_How to complete this task:_
Transcribe every entry exactly, leaving out any pictures.

Dataset records
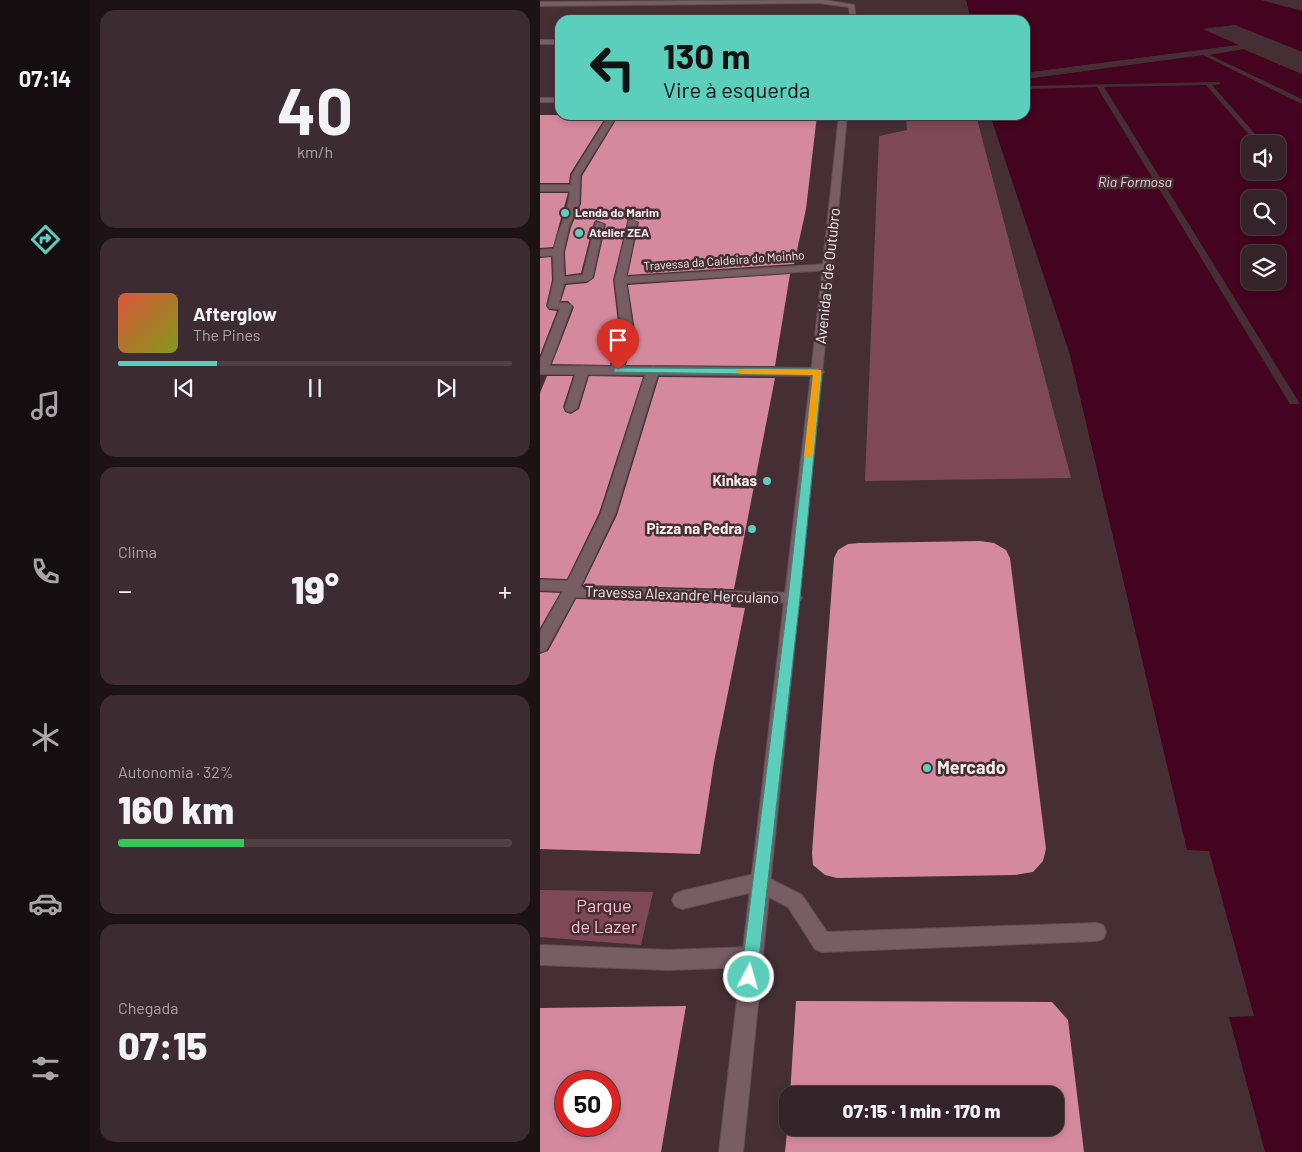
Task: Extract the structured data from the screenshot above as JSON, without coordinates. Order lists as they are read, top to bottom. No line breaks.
{"streets":{"street":["Travessa da Caldeira do Moinho","Avenida 5 de Outubro","Travessa Alexandre Herculano"]},"crossings":[["Travessa da Caldeira do Moinho","Avenida 5 de Outubro"],["Avenida 5 de Outubro","Travessa Alexandre Herculano"]],"water":["Ria Formosa"],"parks":["Parque de Lazer"],"places":["Lenda do Marim","Atelier ZEA","Kinkas","Pizza na Pedra","Mercado"],"page":{"tabs":"07:14","tile":[["40","km/h"],"Clima",["Autonomia · 32%","160 km"],["Chegada","07:15"]],"turn":["130 m","Vire à esquerda"],"song":["Afterglow","The Pines"],"heat":["−","19°","+"],"limit":"50","trip":"07:15 · 1 min · 170 m"}}
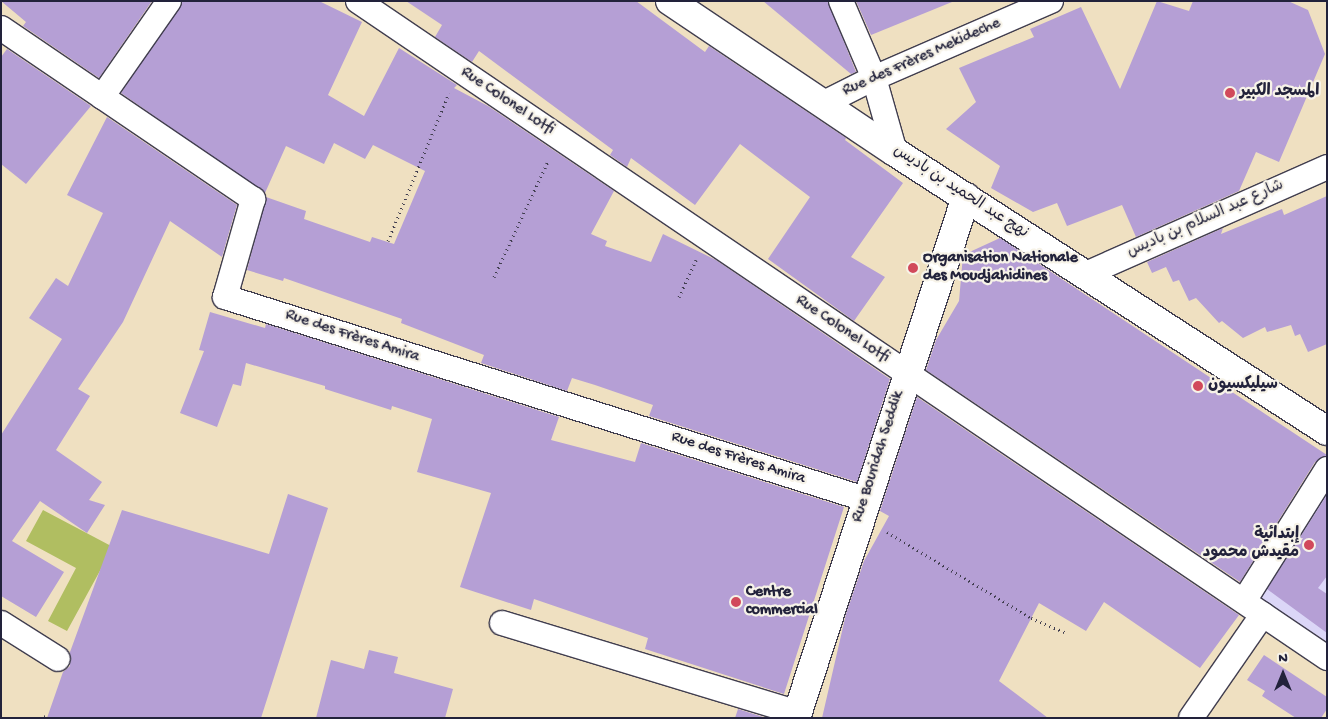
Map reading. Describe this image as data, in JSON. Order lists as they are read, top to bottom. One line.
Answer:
{"streets":{"main road":["نهج عبد الحميد بن باديس","Rue Bouridah Seddik"],"street":["Rue des Frères Mekideche","Rue Colonel Lotfi","شارع عبد السلام بن باديس","Rue des Frères Amira"]},"crossings":[["Rue des Frères Mekideche","نهج عبد الحميد بن باديس"],["Rue Colonel Lotfi","Rue Bouridah Seddik"],["نهج عبد الحميد بن باديس","شارع عبد السلام بن باديس"],["نهج عبد الحميد بن باديس","Rue Bouridah Seddik"],["Rue des Frères Amira","Rue Bouridah Seddik"]],"places":["المسجد الكبير","Organisation Nationale des Moudjahidines","سيليكسيون","إبتدائية مقيدش محمود","Centre commercial"],"north":"top"}
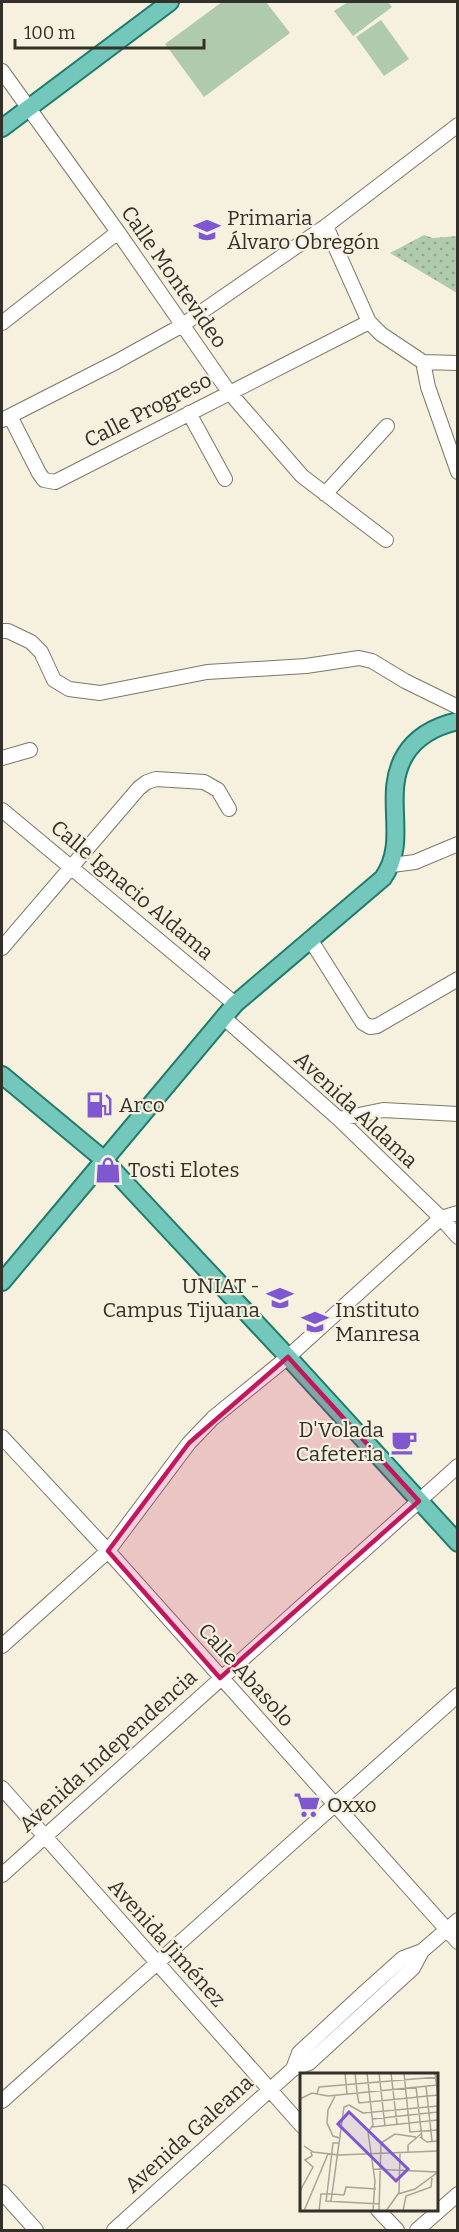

_Response area:_
Task: Extract the structured data from the screenshot above as JSON, without coordinates. Order lists as they are read, top to bottom. No line breaks.
{"streets":{"street":["Travessa da Caldeira do Moinho","Avenida 5 de Outubro","Travessa Alexandre Herculano"]},"crossings":[["Travessa da Caldeira do Moinho","Avenida 5 de Outubro"],["Avenida 5 de Outubro","Travessa Alexandre Herculano"]],"water":["Ria Formosa"],"parks":["Parque de Lazer"],"places":["Lenda do Marim","Atelier ZEA","Kinkas","Pizza na Pedra","Mercado"],"page":{"tabs":"07:14","tile":[["40","km/h"],"Clima",["Autonomia · 32%","160 km"],["Chegada","07:15"]],"turn":["130 m","Vire à esquerda"],"song":["Afterglow","The Pines"],"heat":["−","19°","+"],"limit":"50","trip":"07:15 · 1 min · 170 m"}}
Map reading. Describe this image as data, in JSON. Order lists as they are read, top to bottom. One line.
Answer:
{"streets":{"main road":["نهج عبد الحميد بن باديس","Rue Bouridah Seddik"],"street":["Rue des Frères Mekideche","Rue Colonel Lotfi","شارع عبد السلام بن باديس","Rue des Frères Amira"]},"crossings":[["Rue des Frères Mekideche","نهج عبد الحميد بن باديس"],["Rue Colonel Lotfi","Rue Bouridah Seddik"],["نهج عبد الحميد بن باديس","شارع عبد السلام بن باديس"],["نهج عبد الحميد بن باديس","Rue Bouridah Seddik"],["Rue des Frères Amira","Rue Bouridah Seddik"]],"places":["المسجد الكبير","Organisation Nationale des Moudjahidines","سيليكسيون","إبتدائية مقيدش محمود","Centre commercial"],"north":"top"}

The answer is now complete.